BRASÍLIA — Estados Unidos, Espanha, Equador e as 13 nações que integram o Grupo de Lima, incluindo o Brasil, sabiam, desde o fim da semana passada, que o autoproclamado presidente Juan Guaidó daria um passo mais largo na última terça-feira e convocaria apoiadores para protestarem nas ruas contra o regime do chavista Nicolás Maduro. Segundo fontes do governo brasileiro, o assunto chegou a ser discutido na sexta-feira, em Brasília, durante um almoço que reuniu representantes diplomáticos desses países. Trabalhava-se com a informação de que Guaidó já contava com apoio significativo dos militares venezuelanos, o que acabou não se confirmando.
“Não fomos pegos de surpresa”, garantiu essa fonte, acrescentando que Juan Guaidó tem mantido contatos frequentes com o governo brasileiro para fazer relatos sobre os últimos acontecimentos. Além do almoço dos diplomatas na sexta-feira, a situação na Venezuela fez parte da agenda de uma visita do ministro das Relações Exteriores, Ernesto Araújo, a Washington na segunda-feira. Ao ouvir de autoridades americanas que a tese de intervenção militar na Venezuela havia ganhado força, o chanceler brasileiro teria defendido uma solução política e diplomática, mostrando quanto foi conquistado em apenas três meses para aumentar a pressão sobre Maduro.

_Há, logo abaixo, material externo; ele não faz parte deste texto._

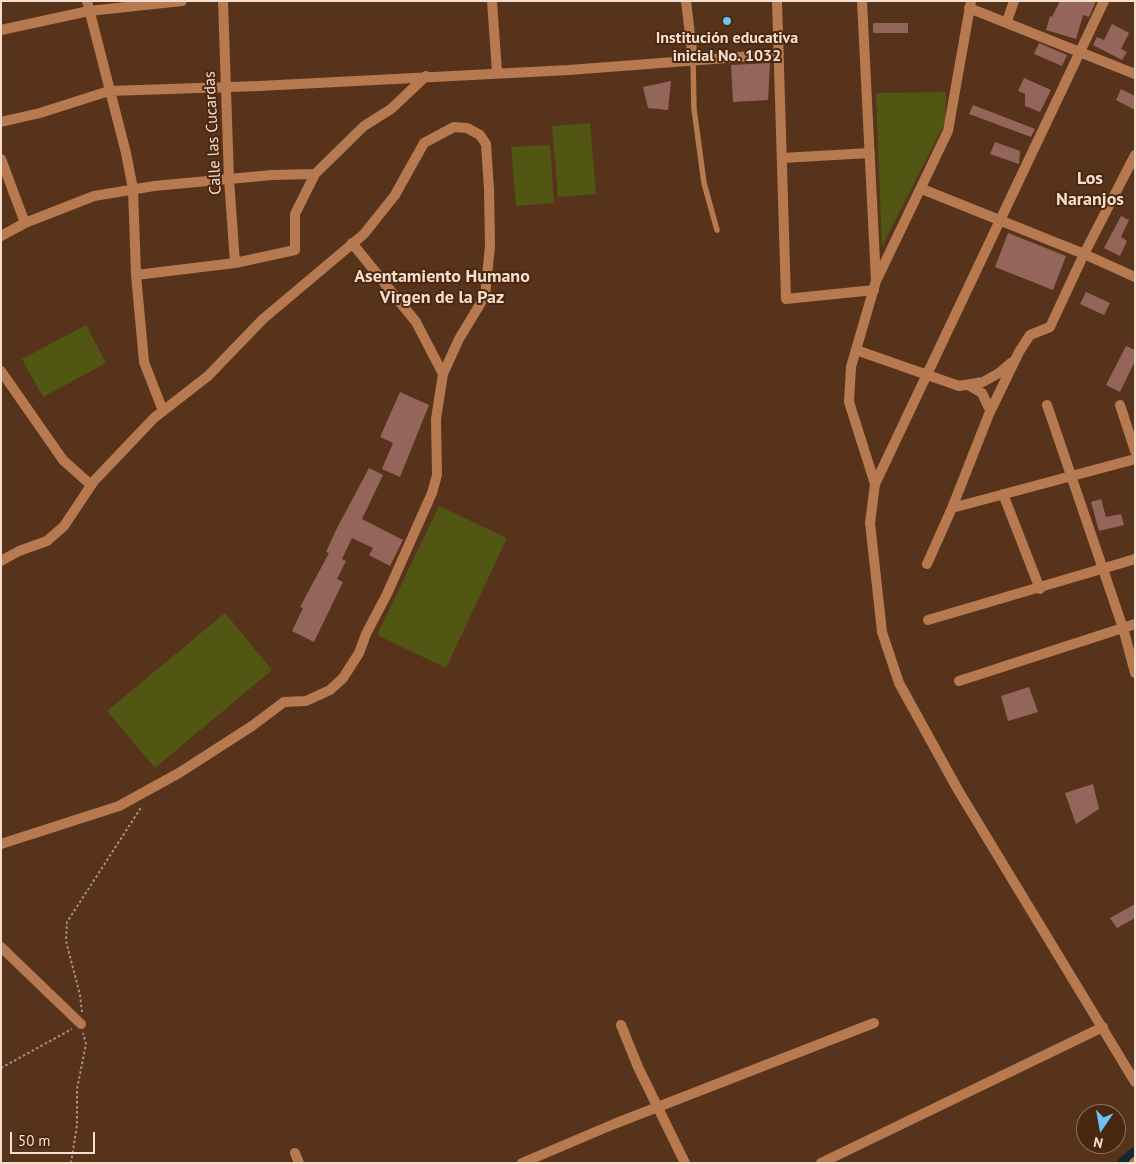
<!DOCTYPE html>
<html>
<head>
<meta charset="utf-8">
<style>
  body { margin:0 }
  #map { position:relative; width:1136px; height:1164px; overflow:hidden; background:#56331a; font-family:"PT Sans",sans-serif }
  canvas { display:block }
  .frame { position:absolute; inset:0; border:2px solid #f5ded0; pointer-events:none }
  .north { position:absolute; left:1076px; top:1104px; width:50px; height:50px; box-sizing:border-box; background:#4a2810; border:1px solid #8e715d; border-radius:50%; rotate:192deg; font-size:14px; font-weight:700; line-height:20px; text-align:center; color:#f5ded0 }
  .north::after { content:''; display:block; margin:auto; width:18px; height:22px; background:#6bc3f2; clip-path:polygon(50% 0,100% 100%,50% 72%,0 100%) }
  .scale { position:absolute; left:10px; top:1132px; width:85px; height:22px; box-sizing:border-box; border:2px solid #f5ded0; border-top:0; padding-left:6px; font-size:15px; line-height:18px; white-space:nowrap; color:#f5ded0; -webkit-text-stroke:4px #4a2810; paint-order:stroke }
</style>
</head>
<body>
<div id="map">
<canvas width="1136" height="1164"></canvas>
<div class="frame"></div>
<div class="north">N</div>
<div class="scale">50 m</div>
</div>
<script>
const ctx = document.querySelector('canvas').getContext('2d');
ctx.lineJoin = 'round';
function fill(path, color) { ctx.fillStyle = color; ctx.fill(path, 'evenodd'); }
const shape = rows => new Path2D(rows.map(r => 'M' + r).join(''));
function trace(path, color, width, dash) { ctx.strokeStyle = color; ctx.lineWidth = width; ctx.lineCap = dash ? 'butt' : 'round'; ctx.setLineDash(dash || []); ctx.stroke(path); }
function label(font, color, halo, rows, align = 'center') {
  ctx.font = font + ' "PT Sans",sans-serif'; ctx.lineWidth = 4; ctx.setLineDash([]); ctx.textBaseline = 'middle'; ctx.strokeStyle = halo; ctx.fillStyle = color; for (const [text, x, y, turn = 0] of rows) {
    ctx.save(); ctx.translate(x, y); ctx.rotate((+turn || 0) * Math.PI / 180); ctx.textAlign = isNaN(turn) ? turn : align; if (halo) ctx.strokeText(text, 0, 0); ctx.fillText(text, 0, 0); ctx.restore();
  }
}
const green = shape([
  [946,92,945,123,882,246,876,93],
  [590,123,596,194,558,197,552,126],
  [550,145,554,203,516,206,511,147],
  [86,325,106,363,43,397,22,359],
  [439,506,507,538,446,668,377,635],
  [225,613,272,670,155,768,107,711]
]);
const canal = shape([
  [1123,1163,1135,1153]
]);
const building = shape([
  [1060,1,1096,1,1089,17,1083,15,1076,39,1046,30,1050,16,1052,17],
  [873,23,908,23,908,33,873,33],
  [1112,24,1129,33,1121,49,1127,52,1122,60,1093,45,1097,37,1104,40],
  [1039,43,1067,55,1062,66,1034,54],
  [770,63,768,100,733,102,731,65],
  [1024,78,1051,90,1040,112,1025,106,1025,94,1018,91],
  [671,81,668,110,648,108,643,87],
  [1121,89,1135,96,1135,110,1116,100],
  [973,105,1035,129,1031,137,969,114],
  [995,142,1020,151,1019,164,990,154],
  [1121,216,1129,220,1121,237,1127,241,1120,256,1104,248],
  [1008,233,1066,256,1053,290,995,267],
  [1086,292,1110,303,1104,315,1080,304],
  [1126,346,1135,350,1135,361,1120,392,1106,385],
  [400,392,429,405,400,477,382,469,393,443,380,437],
  [369,468,383,475,362,519,403,540,390,566,369,555,373,548,352,538,342,559,346,561,337,579,343,582,314,642,292,631,303,608,300,607,329,553,326,552,336,530],
  [1101,499,1106,517,1121,514,1124,525,1099,531,1091,502],
  [1029,687,1038,712,1008,721,1001,696],
  [1093,784,1099,809,1076,824,1065,793],
  [1135,904,1135,918,1117,928,1110,918]
]);
const path = shape([
  [82,1012,80,995,66,941,67,922,142,806],
  [1,1068,72,1029],
  [71,1163,77,1125,77,1089,86,1044,83,1033]
]);
const service = shape([
  [693,60,694,109,704,183,717,230]
]);
const minor = shape([
  [87,1,126,153,133,189,136,275,144,362,163,411],
  [223,1,229,179,235,263],
  [492,1,497,72],
  [686,1,693,60],
  [777,1,786,299,874,290],
  [862,1,876,281,851,367,849,402,875,484],
  [1104,1,875,484,870,523,882,632,899,683,958,790,1135,1082],
  [969,8,1135,74],
  [1007,21,1014,1],
  [1,30,89,11,182,1],
  [1,122,40,113,109,91,259,86,569,70,779,54],
  [782,158,870,153],
  [1,159,25,223],
  [922,189,1084,254,1135,277],
  [1,236,25,223,94,196,154,186,272,175,315,174],
  [352,243,416,322,443,374],
  [136,275,235,263,295,250,295,214,315,174,364,126,391,109,426,76],
  [877,279,948,131,971,1],
  [856,350,959,386,983,382,999,373,1012,362],
  [1,371,63,460,91,485],
  [968,385,982,393,990,410],
  [1047,405,1123,628,1135,673],
  [1120,405,1135,451],
  [1003,494,1040,589],
  [952,508,1135,459],
  [1,561,19,551,47,541,64,526,94,481,154,418,208,376,263,319,364,234,395,195,424,143,454,127,467,128,480,135,486,144,489,189,490,246,485,296,459,339,443,374,436,419,437,475,432,493,387,594,366,634,359,653,343,678,330,690,306,701,284,702,252,726,179,773,119,806,1,844],
  [927,564,952,508,989,414,1019,352,1030,335,1050,327,1084,254,1135,155],
  [928,620,1135,559],
  [959,681,1135,624],
  [1,947,81,1024],
  [621,1025,638,1067,685,1163],
  [295,1153,299,1163],
  [522,1163,614,1124,874,1023],
  [821,1163,1103,1027],
  [1134,1163,1135,1162]
]);
const markers = [
  [727,21,5,"#6bc3f2"]
];
const poiNames = [
  ["Institución educativa",727,38],
  ["inicial No. 1032",727,56]
];
const streetNames = [
  ["Calle las Cucardas",213,133,-93]
];
const neighbourhoodNames = [
  ["Los",1090,179],
  ["Naranjos",1090,200],
  ["Asentamiento Humano",442,277],
  ["Virgen de la Paz",442,298]
];
fill(green, '#515713');
trace(canal, '#152832', 12);
fill(building, '#94665b');
trace(path, '#ad917e', 2, [2.5, 2.5]);
trace(service, '#b7794f', 5.5);
trace(minor, '#b7794f', 10);
for (const [x, y, r, color] of markers) { const dot = new Path2D(); dot.arc(x, y, r, 0, 2 * Math.PI); ctx.fillStyle = color; ctx.fill(dot); trace(dot, '#4a2810', 2); }
label('bold 16px', '#f5ded0', '#4a2810', poiNames);
label('16px', '#f5ded0', '#4a2810', streetNames);
label('bold 18px', '#f5ded0', '#4a2810', neighbourhoodNames);
</script>
</body>
</html>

Para pessoas ligadas ao tema, Guaidó temia que a Venezuela caísse no esquecimento, com “a ditadura voltando a ser encarada com normalidade”. Por isso, o opositor a Maduro decidiu criar um fato político na terça-feira, para reforçar os ânimos da resistência democrática e retomar a atenção do mundo para a situação do país.

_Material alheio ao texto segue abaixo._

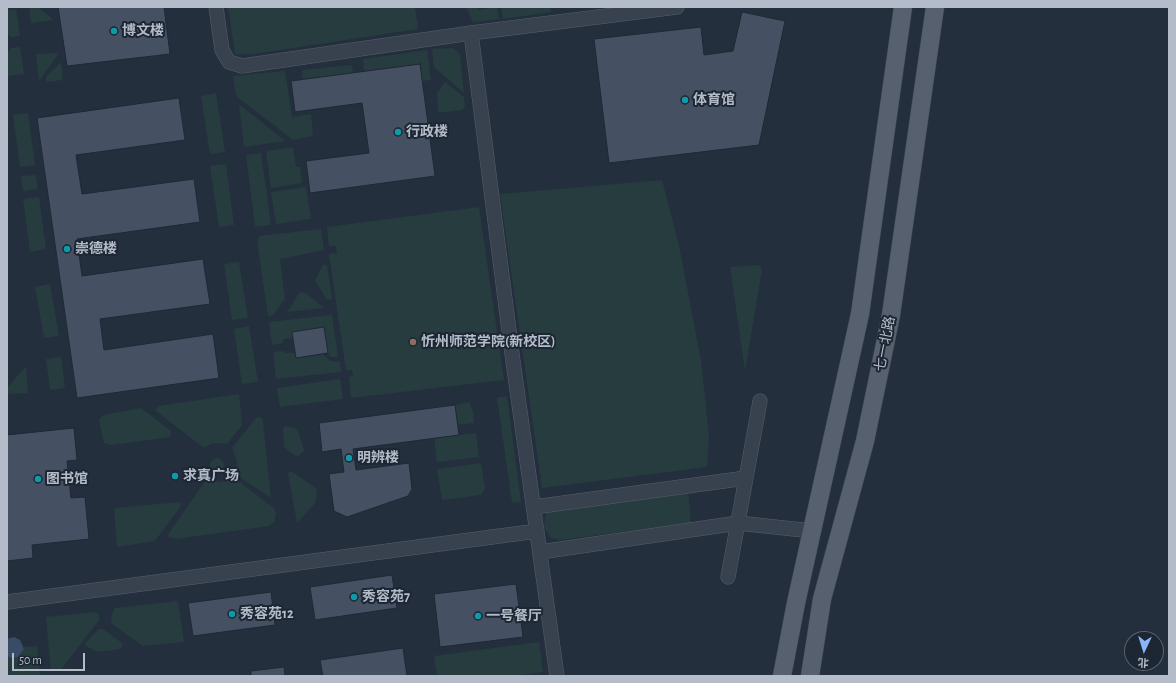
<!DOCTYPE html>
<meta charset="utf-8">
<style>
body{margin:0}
#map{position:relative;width:1176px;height:683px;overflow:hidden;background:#242f3e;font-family:"Alegreya Sans","Noto Sans SC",sans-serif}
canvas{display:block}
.frame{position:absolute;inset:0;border:8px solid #b4bcc9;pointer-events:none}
.north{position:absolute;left:1124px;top:631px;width:40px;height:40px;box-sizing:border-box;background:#1d2633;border:1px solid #59626f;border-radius:50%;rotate:184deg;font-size:11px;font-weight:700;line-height:16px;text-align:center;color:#b4bcc9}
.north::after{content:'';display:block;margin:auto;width:14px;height:18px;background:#8ab4f8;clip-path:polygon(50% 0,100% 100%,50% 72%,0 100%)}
.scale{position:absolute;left:12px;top:653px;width:73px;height:18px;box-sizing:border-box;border:2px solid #b4bcc9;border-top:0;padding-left:5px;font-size:12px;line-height:14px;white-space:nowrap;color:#b4bcc9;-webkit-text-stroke:3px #1d2633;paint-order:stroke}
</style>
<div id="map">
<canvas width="1176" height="683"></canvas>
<div class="frame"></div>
<div class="north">北</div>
<div class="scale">50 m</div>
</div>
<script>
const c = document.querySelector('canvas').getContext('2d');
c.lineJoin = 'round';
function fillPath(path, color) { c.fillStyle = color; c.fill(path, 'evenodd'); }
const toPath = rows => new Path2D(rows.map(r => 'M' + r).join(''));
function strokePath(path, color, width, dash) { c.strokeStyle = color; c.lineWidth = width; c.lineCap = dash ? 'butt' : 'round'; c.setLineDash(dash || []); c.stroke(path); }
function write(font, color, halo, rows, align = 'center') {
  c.font = font + ' "Alegreya Sans","Noto Sans SC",sans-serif'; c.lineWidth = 4; c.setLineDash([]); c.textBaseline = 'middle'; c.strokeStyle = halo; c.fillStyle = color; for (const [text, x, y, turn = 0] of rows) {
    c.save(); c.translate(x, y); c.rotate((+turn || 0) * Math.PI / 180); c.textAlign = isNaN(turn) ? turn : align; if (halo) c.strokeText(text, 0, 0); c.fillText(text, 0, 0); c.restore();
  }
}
fillPath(toPath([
 [29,7,38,7,54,20,31,23],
 [228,7,415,7,418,29,253,54,235,54],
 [466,7,477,7,478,10,497,7,499,19,473,22],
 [501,7,550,7,551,12,503,19],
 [16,9,20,36,11,37,7,34,7,10],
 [20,47,24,74,7,76,7,54,11,48],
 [453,48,460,54,464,93,434,67,432,49],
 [427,50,431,80,422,81,420,64,364,72,363,59],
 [59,53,39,81,36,54],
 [61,62,63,80,47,82,46,77],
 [352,65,353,73,303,80,302,70],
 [285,71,292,117,311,114,313,136,293,140,236,96,233,76],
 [445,82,464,97,465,106,462,110,438,113,437,93],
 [216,93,225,152,210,154,201,96],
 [239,104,285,141,244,147],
 [28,113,35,165,20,167,13,115],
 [293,147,296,167,300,167,302,183,271,188,266,151],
 [261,153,271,225,255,227,246,155],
 [226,164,234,225,219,227,210,166],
 [36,175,38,189,23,191,21,176],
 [662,180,679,245,701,361,709,436,707,467,542,488,500,194],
 [306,187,311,219,276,224,271,192],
 [39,197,46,249,30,252,23,199],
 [479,207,504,380,351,398,349,377,353,376,352,370,346,370,329,254,337,253,336,246,329,246,327,227],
 [321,229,324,250,280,259,285,299,273,315,268,316,257,241,259,236],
 [239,262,248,318,232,320,224,264],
 [324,264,327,266,332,299,327,300,315,280],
 [759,265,762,269,745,371,730,267],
 [50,284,59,336,44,338,35,287],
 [300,292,306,293,324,308,287,312],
 [332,315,338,357,331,357,328,353,324,327,292,332,293,338,283,339,283,343,272,345,269,322],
 [249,326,258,382,242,384,234,329],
 [285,351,285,353,295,353,296,358,323,354,330,361,340,362,341,372,276,379,273,352],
 [61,357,65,388,50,390,46,359],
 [26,366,28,393,7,394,7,388],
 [340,379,343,399,280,407,277,388],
 [239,394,242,425,227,444,213,443,204,448,155,410,159,406],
 [507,396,521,502,512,503,497,398],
 [469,402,473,412,474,423,457,425,455,405],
 [141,408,171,431,170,437,111,445,104,443,99,420,103,415],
 [259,417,262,418,263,422,271,498,235,474,237,462,232,448,256,418],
 [287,426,297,429,304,450,299,456,294,455,284,447,283,427],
 [476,433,479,457,437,462,434,438],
 '210 465a7 7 0 1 1 14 0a7 7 0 1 1-14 0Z',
 [481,463,485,488,483,493,480,495,442,500,437,469],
 [291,471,316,488,317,492,315,503,297,523,288,473],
 [233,477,274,508,276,513,274,522,269,526,176,539,169,537,168,534,206,480,220,482],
 [688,492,691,523,560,540,551,538,544,527,546,513,551,510],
 [180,502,181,506,155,541,117,547,114,508],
 [178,601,184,642,143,646,111,623,112,614,115,608],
 [96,612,99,616,99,620,60,671,51,671,46,617],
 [99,629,103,629,122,643,122,647,120,649,97,652,86,646,85,643],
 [539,642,543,672,513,676,437,676,434,656],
 [37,646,40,676,7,676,7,656,11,658,24,649,24,647]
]), '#263c3f');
fillPath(toPath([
 [14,637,20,640,24,649,18,657,11,658,7,656,7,639]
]), '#394c67');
const building = toPath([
 [58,7,164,7,170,54,67,66,58,7],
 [742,12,785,21,759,145,609,163,594,39,701,27,704,55,733,51,742,12],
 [420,64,435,176,310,193,306,161,369,153,362,103,295,112,291,81,420,64],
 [179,98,185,140,76,155,82,194,194,179,200,222,77,239,82,276,203,259,210,304,100,319,104,350,213,334,219,378,77,398,37,118,179,98],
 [324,327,328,353,296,358,292,332,324,327],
 [455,405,459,435,353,449,356,470,409,463,412,489,408,496,347,517,334,511,329,474,344,472,341,449,322,452,319,423,455,405],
 [74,428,77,460,67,461,71,498,85,497,89,539,32,545,33,558,7,561,7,435,74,428],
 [392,575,397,608,315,620,310,587,392,575],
 [516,584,523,637,440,647,434,594,516,584],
 [271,592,275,625,193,636,188,603,271,592],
 [403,648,407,676,323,676,320,660,403,648],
 [284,667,285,676,251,676,251,671,284,667]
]);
fillPath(building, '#455162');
strokePath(building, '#1f2835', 1);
const minor = toPath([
 [216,7,222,50,229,62,242,66,471,33,512,354,557,676],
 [471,33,677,7],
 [534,507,746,478],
 [540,552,738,523,812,531],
 [728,577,760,401],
 [7,602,537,531]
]);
const major = toPath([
 [782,676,796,603,860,314,903,7],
 [810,676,822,599,865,441,891,315,935,7]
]);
strokePath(minor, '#565f6c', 15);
strokePath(major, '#414a57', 19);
strokePath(minor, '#38414e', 14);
strokePath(major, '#56606e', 18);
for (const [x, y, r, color] of [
 [114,31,4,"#0f9aa8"],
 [685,100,4,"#0f9aa8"],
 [398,132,4,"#0f9aa8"],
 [67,249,4,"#0f9aa8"],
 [413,342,4,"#8d6e63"],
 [349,458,4,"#0f9aa8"],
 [175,476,4,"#0f9aa8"],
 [38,479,4,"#0f9aa8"],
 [354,597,4,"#0f9aa8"],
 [232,614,4,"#0f9aa8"],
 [478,616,4,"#0f9aa8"]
]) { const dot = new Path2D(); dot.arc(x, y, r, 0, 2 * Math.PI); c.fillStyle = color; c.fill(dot); strokePath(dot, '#1d2633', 1.5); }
write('bold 14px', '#b4bcc9', '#1d2633', [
 ["博文楼",122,31],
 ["体育馆",693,100],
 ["行政楼",406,132],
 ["崇德楼",75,249],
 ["忻州师范学院(新校区)",421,342],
 ["明辨楼",357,458],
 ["求真广场",183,476],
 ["图书馆",46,479],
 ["秀容苑7",362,597],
 ["秀容苑12",240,614],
 ["一号餐厅",486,616]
], 'left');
write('14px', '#b4bcc9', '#1d2633', [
 ["七一北路",885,344,-79]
]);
</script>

— Assim como o povo venezuelano, Guaidó tem pressa, mas sabe que é preciso pensar no longo prazo. Ele é um político e não um general ou um guerrilheiro — disse outra fonte ouvida pelo GLOBO.
Essa fonte revelou que existe a expectativa de o ministro da Defesa da Venezuela, Vladimir Padrino, voltar-se contra Maduro, “mas não vimos nada de concreto ainda”. Outra informação, divulgada com alarde na noite de terça-feira pelos americanos e confirmada em Brasília, é que os generais venezuelanos teriam garantido ao governo brasileiro que Nicolás Maduro só não deixou o país, porque os russos o persuadiram a ficar. De qualquer forma, há otimismo quanto a uma ruptura no núcleo militar que apoia Maduro.
Enquanto acompanha os desdobramentos da crise na Venezuela, o governo brasileiro convive internamente com “um desconforto estrutural”, na visão de um experiente diplomata. Isto porque o Palácio do Planalto e o Itamaraty só conversam com a oposição, que são o próprio Guaidó e a Assembleia Nacional. Não há contatos com os integrantes da equipe de Maduro — à exceção dos militares, que mantêm algum diálogo com seus pares venezuelanos. Os funcionários da embaixada do Brasil em Caracas, por exemplo, estão proibidos de falar com o regime atual.
Isso teria se tornado um problema nas relações entre os palácios do Planalto e do Itamaraty e a área militar. De acordo com uma fonte que teve acesso à reunião de emergência convocada na terça-feira à tarde pelo presidente Jair Bolsonaro, ficou claro que não havia como apostar que havia chances reais de Guaidó contar com apoio de militares importantes, com patentes elevadas, para destituir Maduro. O grau de certeza de um dos lados contrastou com a cautela dos generais presentes na reunião comandada por Bolsonaro.